1. Fantastic Journal’s post Lines of Defense, which I would cheapen if I summarized it. More nostalgia, I suppose.
2. The NYTimes on Brussels, “traumatized” by the “dreadful architecture” of the European Union headquarters, and how planners hope to rectify the rift between bureaucrats and residents. What a direct metaphor for the conflict between the old and the new political arrangements, complete with lack of obvious villain or saint:
“They were drilling for piles, about a year ago, and they failed to shore up the neighboring homes,” said Alexandre Smets, 32, whose dental laboratory is in a home now held up by massive steel buttresses. Reflecting Brussels residents’ phlegmatic side, neither he nor the building’s other tenants plan to move out.
3. sevensixfive has a great post entitled “Port Covington: The Ghost of the Masterplan in Tinkerer’s Paradise”, part of his continuing series of ruminations on spaces in Baltimore’s Middle Branch. Lost railroads, a forgotten Cigar Ship, and abandoned big box retailers share psychic and physical space with banal New Urbanist development plans; the conflation of the fantastical and the mundane that permeates the Middle Branch series is not only good, but necessary, as it is true.

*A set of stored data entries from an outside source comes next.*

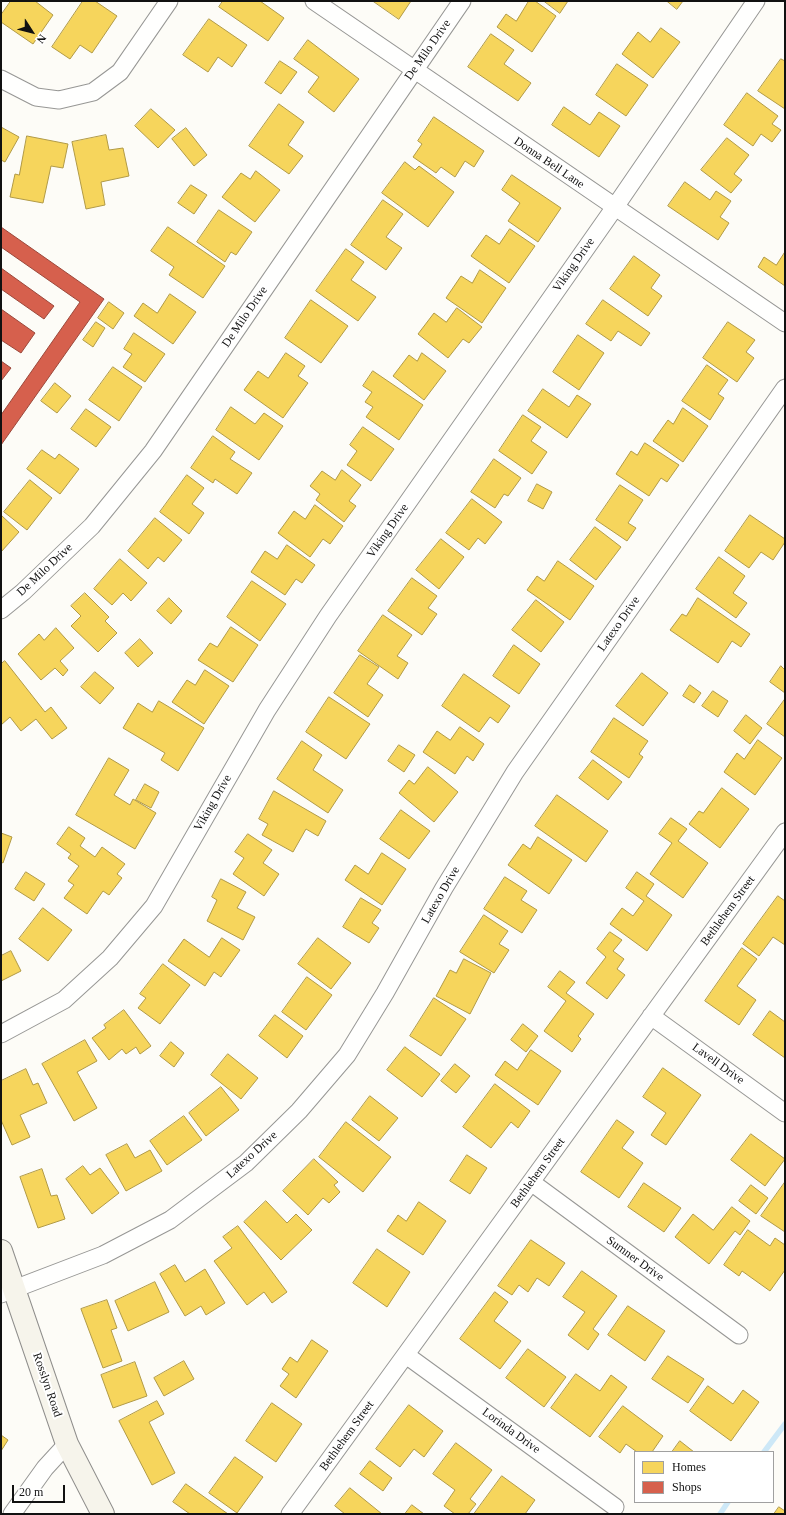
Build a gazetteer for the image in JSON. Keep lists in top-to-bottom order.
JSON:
{
  "streets": {
    "street": [
      "De Milo Drive",
      "Donna Bell Lane",
      "Viking Drive",
      "Latexo Drive",
      "Bethlehem Street",
      "Lavell Drive",
      "Sumner Drive",
      "Rosslyn Road",
      "Lorinda Drive"
    ]
  },
  "crossings": [
    ["De Milo Drive", "Donna Bell Lane"],
    ["Donna Bell Lane", "Viking Drive"],
    ["Latexo Drive", "Rosslyn Road"],
    ["Bethlehem Street", "Lavell Drive"],
    ["Bethlehem Street", "Sumner Drive"],
    ["Bethlehem Street", "Lorinda Drive"]
  ],
  "legend": ["Homes", "Shops"],
  "scale_bar": "20 m",
  "north": "bottom right"
}
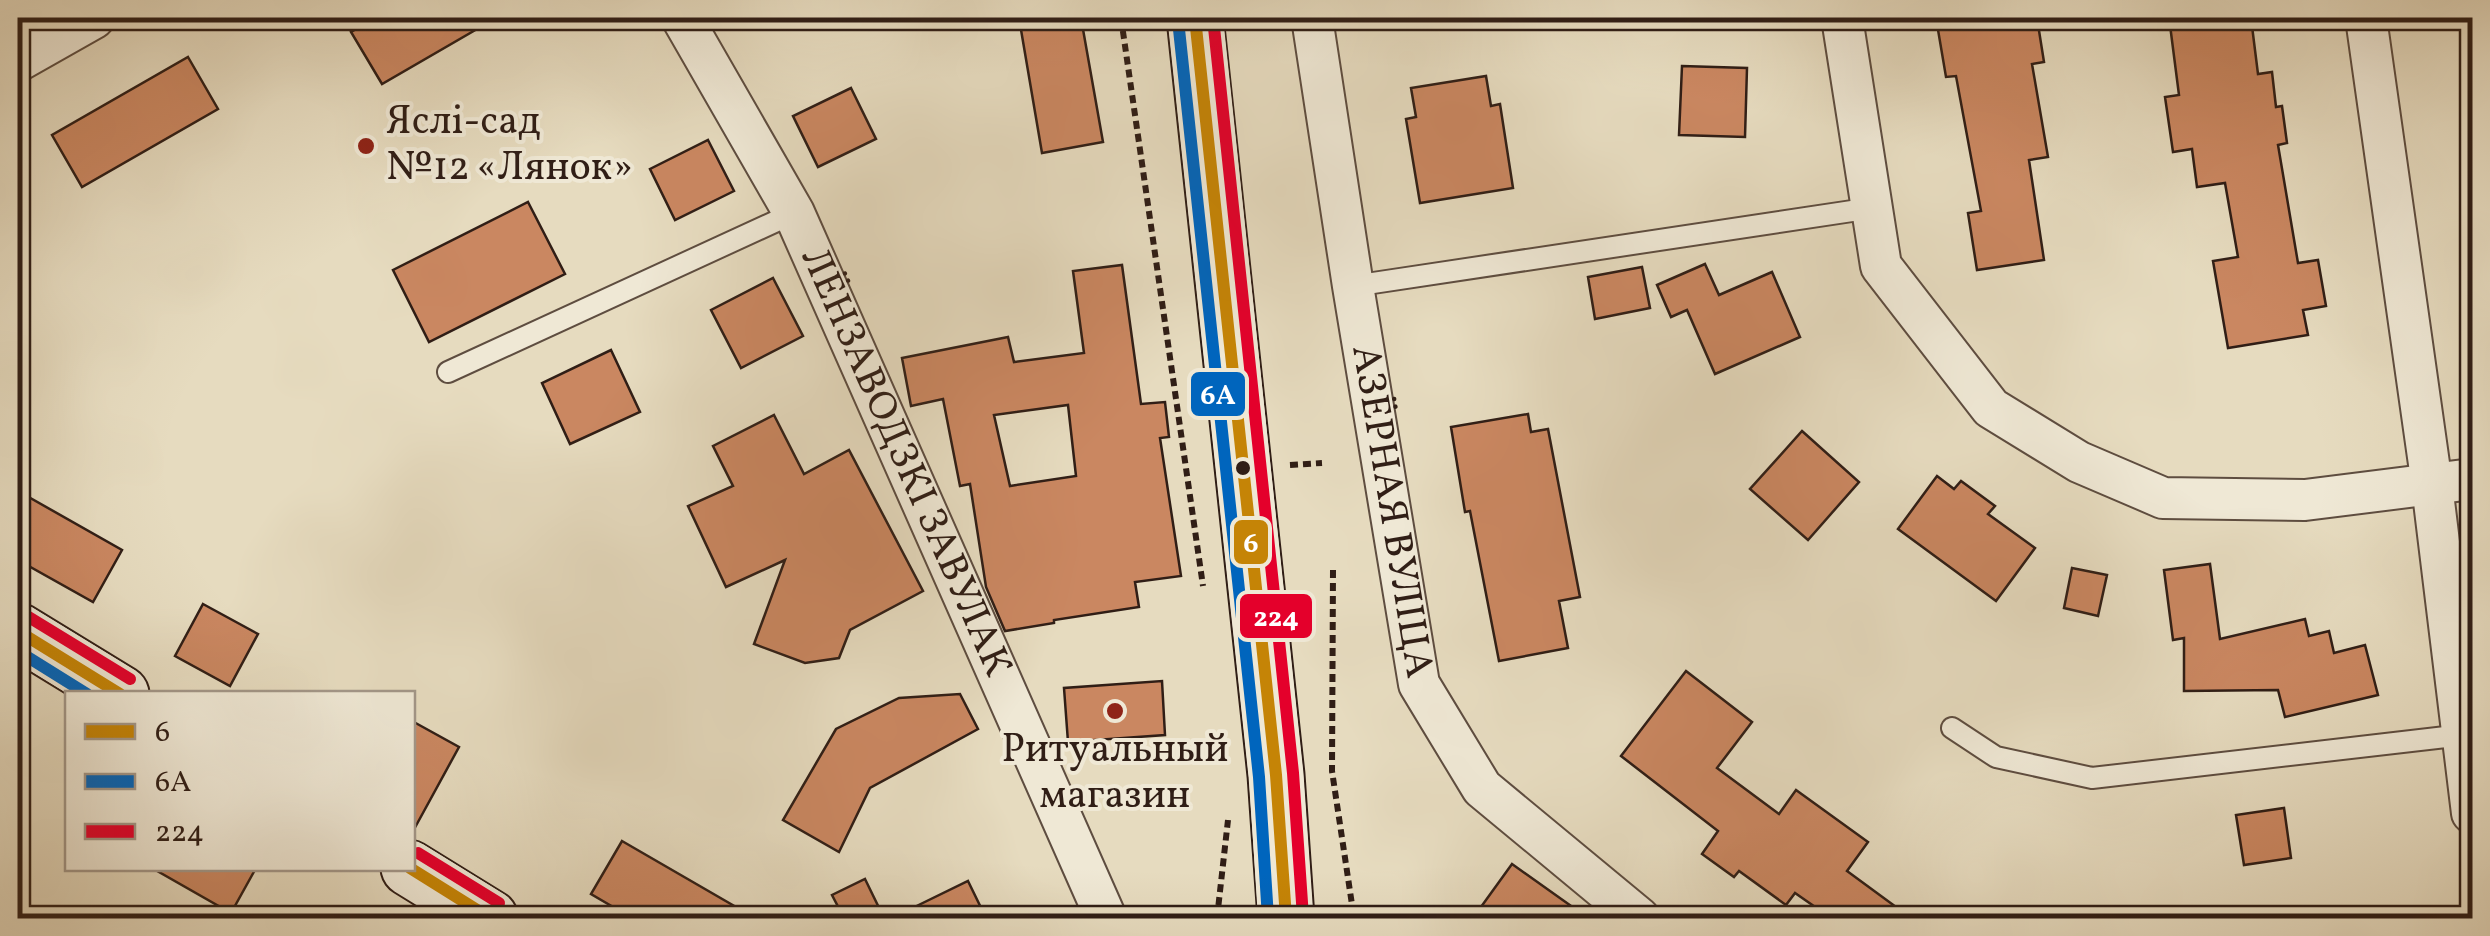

4. Transport Politic compares a proposed high-speed rail line between St. Louis and Chicago with the massively successful route between Lyon and Paris and concludes that a few well-funded projects are better than many half-hearted efforts.
5. Via Landscape+Urbanism, Kent State University’s Shrinking Cities Institute, particularly their Vacant Lot Re-use Pattern Booklet.
6. Varnelis speculates on the death of the suburbs, as caused by the accumulation of small deteriorations in infrastructure.